Roper next contends that the agents who actually arrested him did not personally have probable cause. Roper argues that the decision to arrest was made in Atlanta and the actual arrest took place in Greenville, South Carolina. The agent making the arrest testified that he did not make an independent decision to arrest. Roper points to Whiteley v. Warden, 401 U.S. 560, 91 S.Ct. 1031, 28 L.Ed.2d 306 (1971) for the proposition that the arresting officer must have personal knowledge of probable cause or be advised of the facts necessary to independently verify probable cause. This is not the rule of Whiteley. Whiteley states that if the directing officer does not have probable cause, the government may not bootstrap probable cause from the innocent act of a police officer following an erroneous direction. See Weeks v. Estelle, 509 F.2d 760, 764 (5 Cir. 1975).


In Moreno-Vallejo v. United States, 414 F.2d 901, 904 (5 Cir. 1969), cert. denied, 400 U.S. 841, 91 S.Ct. 82, 27 L.Ed.2d 76 (1970), we said, "probable cause can rest upon the collective knowledge of the police, rather than solely on that of the officer who actually makes the arrest," when there is "some degree of communication between the two." See also United States v. Nieto, 510 F.2d 1118 (5 Cir. 1975). Since we have determined that probable cause to arrest did exist, see § I A, supra, and it is undisputed that a great amount of communication between the United States Attorney's office in Atlanta and the agents in Greenville transpired, we are satisfied with the propriety of this arrest.



In his next point, Roper contends that the indictment under which he was convicted was multiplicious. Count I of the indictment charged conspiracy under the Hobbs Act.15 18 U.S.C. § 1951. See Callahan v. United States, 364 U.S. 587, 81 S.Ct. 321, 5 L.Ed.2d 312 (1967); United States v. Jacobs, 451 F.2d 530 (5 Cir. 1971), cert. denied, 405 U.S. 955, 92 S.Ct. 1170, 31 L.Ed.2d 231 (1972). Counts II and III charged substantive offenses under the Hobbs Act.16 And Count IV charged the sending of false information in violation of 18 U.S.C. § 35(b).17


Under the concurrent sentence doctrine, it is unnecessary to reach a claim of multiplicity when there is no enhanced sentence as a result of the multiple counts and the submission of the multiple counts did not confuse the jury or generate "an adverse psychological effect on the jury." United States v. Hearod, 499 F.2d 1003, 1005 (5 Cir. 1974). See United States v.
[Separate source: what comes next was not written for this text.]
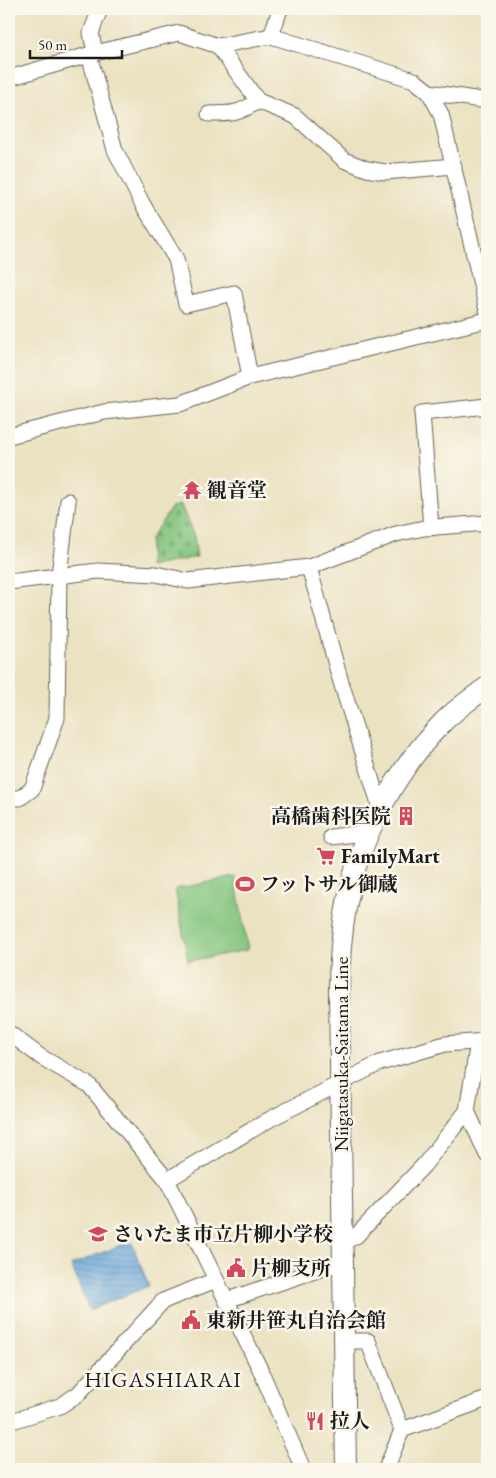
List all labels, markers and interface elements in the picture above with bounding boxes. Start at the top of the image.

Carvin, 555 F.2d 1303 (5 Cir. 1977); United States v. Brown, 555 F.2d 407 (5 Cir. 1977); United States v. Smith, 550 F.2d 277, 285 (5 Cir. 1977); United States v. Wertis, 505 F.2d 683, 685 n. 7 (5 Cir. 1975); United States v. Rojas, 502 F.2d 1042, 1045 (5 Cir. 1974); United States v. Jacobs, 451 F.2d 530, 534, and cases cited in note 3 (5 Cir. 1971). Since we are persuaded that multiple counts did not "generate an adverse psychological effect on the jury" we elect not to reach the merits of Roper's multiplicity point.
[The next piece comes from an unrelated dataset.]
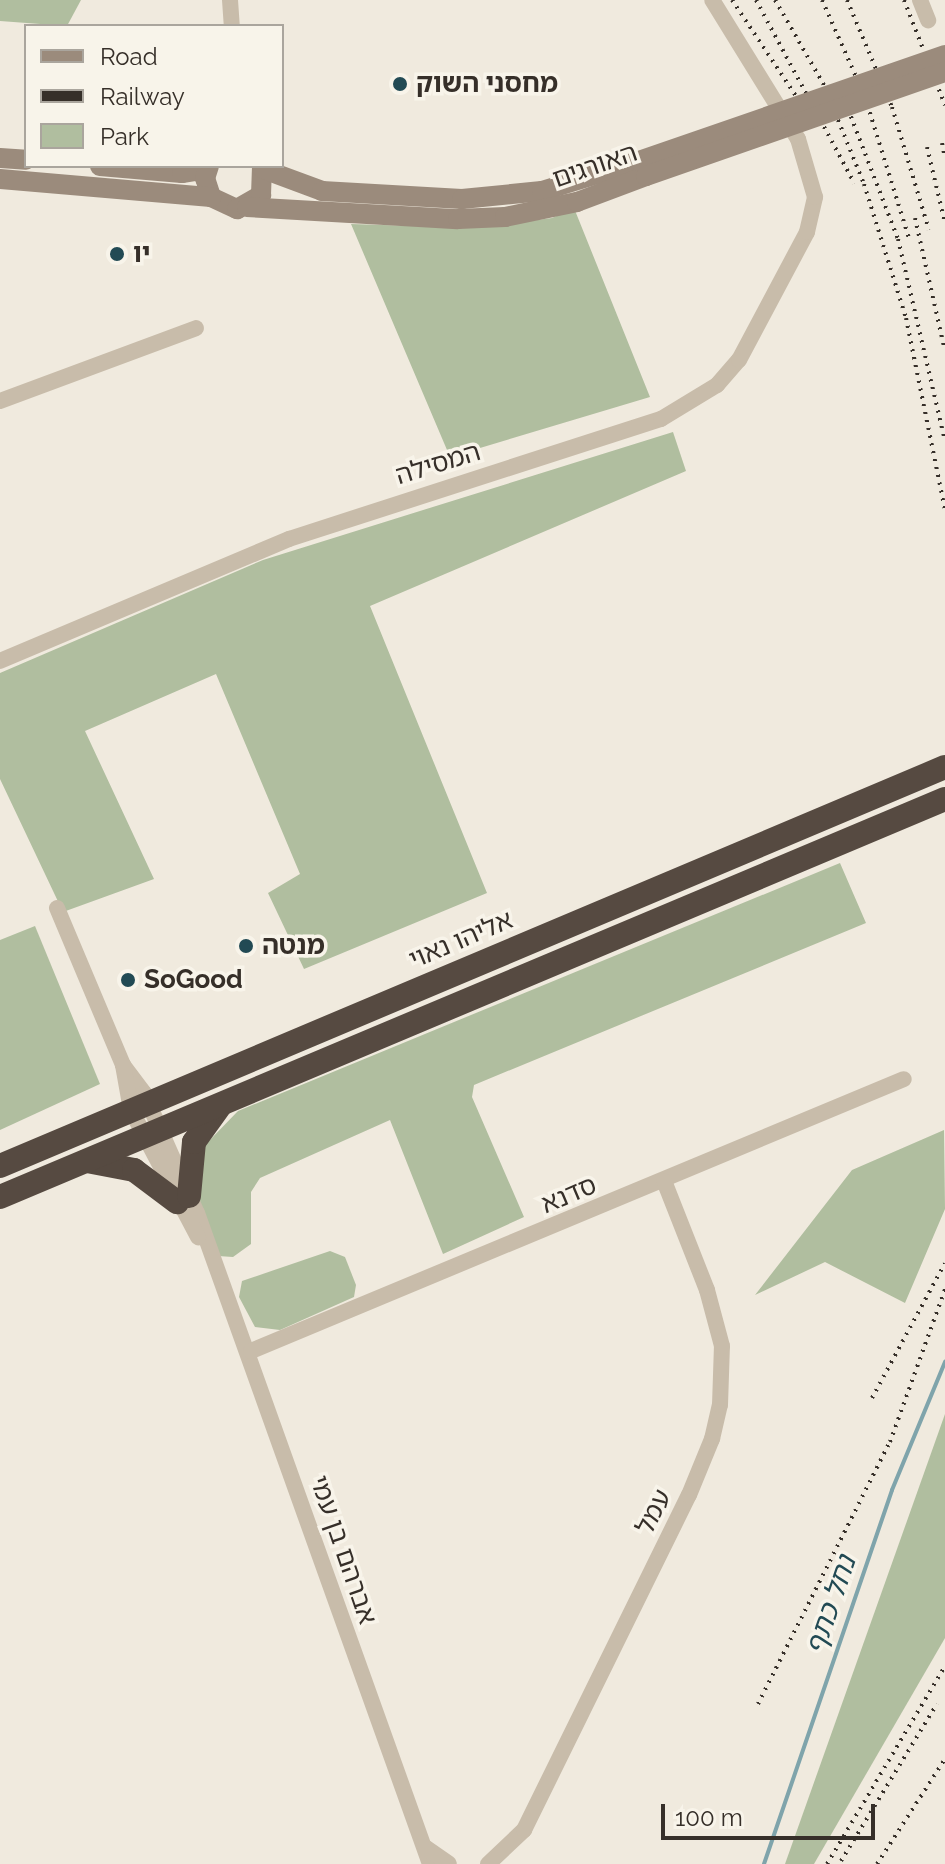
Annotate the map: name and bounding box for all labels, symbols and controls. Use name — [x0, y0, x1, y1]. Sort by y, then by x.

Roper's third argument is that there is insufficient evidence to support his convictions.18 Since Roper was sentenced to concurrent sentences, we will consider only if there was sufficient evidence to support his conspiracy conviction, see § II, supra, and United States v. Alvarez,548 F.2d 542, 544 n. 4 (5 Cir. 1977); Mishan v. United States, 345 F.2d 790, 791 (5 Cir. 1965).
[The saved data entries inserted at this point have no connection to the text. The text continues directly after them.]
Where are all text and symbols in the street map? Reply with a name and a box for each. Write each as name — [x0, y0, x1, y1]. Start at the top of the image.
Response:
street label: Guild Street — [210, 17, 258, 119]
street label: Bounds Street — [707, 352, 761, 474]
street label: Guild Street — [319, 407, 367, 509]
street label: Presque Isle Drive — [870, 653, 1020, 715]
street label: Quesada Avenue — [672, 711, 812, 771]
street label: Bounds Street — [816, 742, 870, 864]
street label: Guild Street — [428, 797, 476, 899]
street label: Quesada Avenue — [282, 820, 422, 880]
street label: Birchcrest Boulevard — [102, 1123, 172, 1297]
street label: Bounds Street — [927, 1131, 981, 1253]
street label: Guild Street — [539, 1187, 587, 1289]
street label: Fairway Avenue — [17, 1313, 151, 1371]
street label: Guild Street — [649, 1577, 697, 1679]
Roper, relying on United States v. Apollo, 476 F.2d 156 (5 Cir. 1973), contends that even assuming the existence of a conspiracy to extort money from Eastern Airlines,19 there is no evidence linking Roper to the conspiracy other than the testimony of Fossum an admitted co-conspirator.20


In Apollo, we quoted the following passage from Montford v. United States, 200 F.2d 759, 760 (5 Cir. 1952):


The declarations of one conspirator made in furtherance of the objects of the conspiracy, and during its existence, are admissible against all members of the conspiracy. Logan v. United States, 144 U.S. 263, 12 S.Ct. 617, 36 L.Ed. 429. But a defendant's connection with a conspiracy cannot be established by the extrajudicial declarations of a co-conspirator, made out of the presence of the defendant. There must be proof aliunde of the existence of the conspiracy, and of the defendant's connection with it, before such statements become admissible as against a defendant not present when they were made. Glasser v. United States, 315 U.S. 60, 74, 62 S.Ct. 457, 86 L.Ed. 680, 701 . . . .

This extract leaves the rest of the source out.